**YOUR INSTRUCTIONS**
Would you set down the complete data below, exactly as shown?

:::

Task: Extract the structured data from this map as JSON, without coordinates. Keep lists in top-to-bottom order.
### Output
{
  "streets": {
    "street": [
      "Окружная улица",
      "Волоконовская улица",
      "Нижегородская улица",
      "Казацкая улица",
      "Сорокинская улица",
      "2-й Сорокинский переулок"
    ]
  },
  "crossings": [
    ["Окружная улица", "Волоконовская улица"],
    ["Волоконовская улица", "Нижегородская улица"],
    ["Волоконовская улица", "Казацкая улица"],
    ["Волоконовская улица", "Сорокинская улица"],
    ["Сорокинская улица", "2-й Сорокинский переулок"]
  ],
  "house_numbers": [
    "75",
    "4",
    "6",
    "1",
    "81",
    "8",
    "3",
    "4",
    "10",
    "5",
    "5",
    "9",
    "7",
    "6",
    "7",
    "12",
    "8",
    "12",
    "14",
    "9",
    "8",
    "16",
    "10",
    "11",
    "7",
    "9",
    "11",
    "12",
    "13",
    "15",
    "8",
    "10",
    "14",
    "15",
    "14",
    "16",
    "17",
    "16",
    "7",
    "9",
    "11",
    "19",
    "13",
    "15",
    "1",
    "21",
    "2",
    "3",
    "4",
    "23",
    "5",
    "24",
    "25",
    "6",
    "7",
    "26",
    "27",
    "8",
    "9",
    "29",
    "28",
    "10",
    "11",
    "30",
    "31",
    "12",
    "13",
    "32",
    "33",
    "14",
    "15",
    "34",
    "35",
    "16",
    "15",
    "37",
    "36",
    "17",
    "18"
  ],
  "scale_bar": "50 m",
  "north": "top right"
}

:::

**RESPONSE BOX**
Task: Extract the structured data from this map as JSON, without coordinates. Keep lists in top-to-bottom order.
### Output
{
  "streets": {
    "street": [
      "Окружная улица",
      "Волоконовская улица",
      "Нижегородская улица",
      "Казацкая улица",
      "Сорокинская улица",
      "2-й Сорокинский переулок"
    ]
  },
  "crossings": [
    ["Окружная улица", "Волоконовская улица"],
    ["Волоконовская улица", "Нижегородская улица"],
    ["Волоконовская улица", "Казацкая улица"],
    ["Волоконовская улица", "Сорокинская улица"],
    ["Сорокинская улица", "2-й Сорокинский переулок"]
  ],
  "house_numbers": [
    "75",
    "4",
    "6",
    "1",
    "81",
    "8",
    "3",
    "4",
    "10",
    "5",
    "5",
    "9",
    "7",
    "6",
    "7",
    "12",
    "8",
    "12",
    "14",
    "9",
    "8",
    "16",
    "10",
    "11",
    "7",
    "9",
    "11",
    "12",
    "13",
    "15",
    "8",
    "10",
    "14",
    "15",
    "14",
    "16",
    "17",
    "16",
    "7",
    "9",
    "11",
    "19",
    "13",
    "15",
    "1",
    "21",
    "2",
    "3",
    "4",
    "23",
    "5",
    "24",
    "25",
    "6",
    "7",
    "26",
    "27",
    "8",
    "9",
    "29",
    "28",
    "10",
    "11",
    "30",
    "31",
    "12",
    "13",
    "32",
    "33",
    "14",
    "15",
    "34",
    "35",
    "16",
    "15",
    "37",
    "36",
    "17",
    "18"
  ],
  "scale_bar": "50 m",
  "north": "top right"
}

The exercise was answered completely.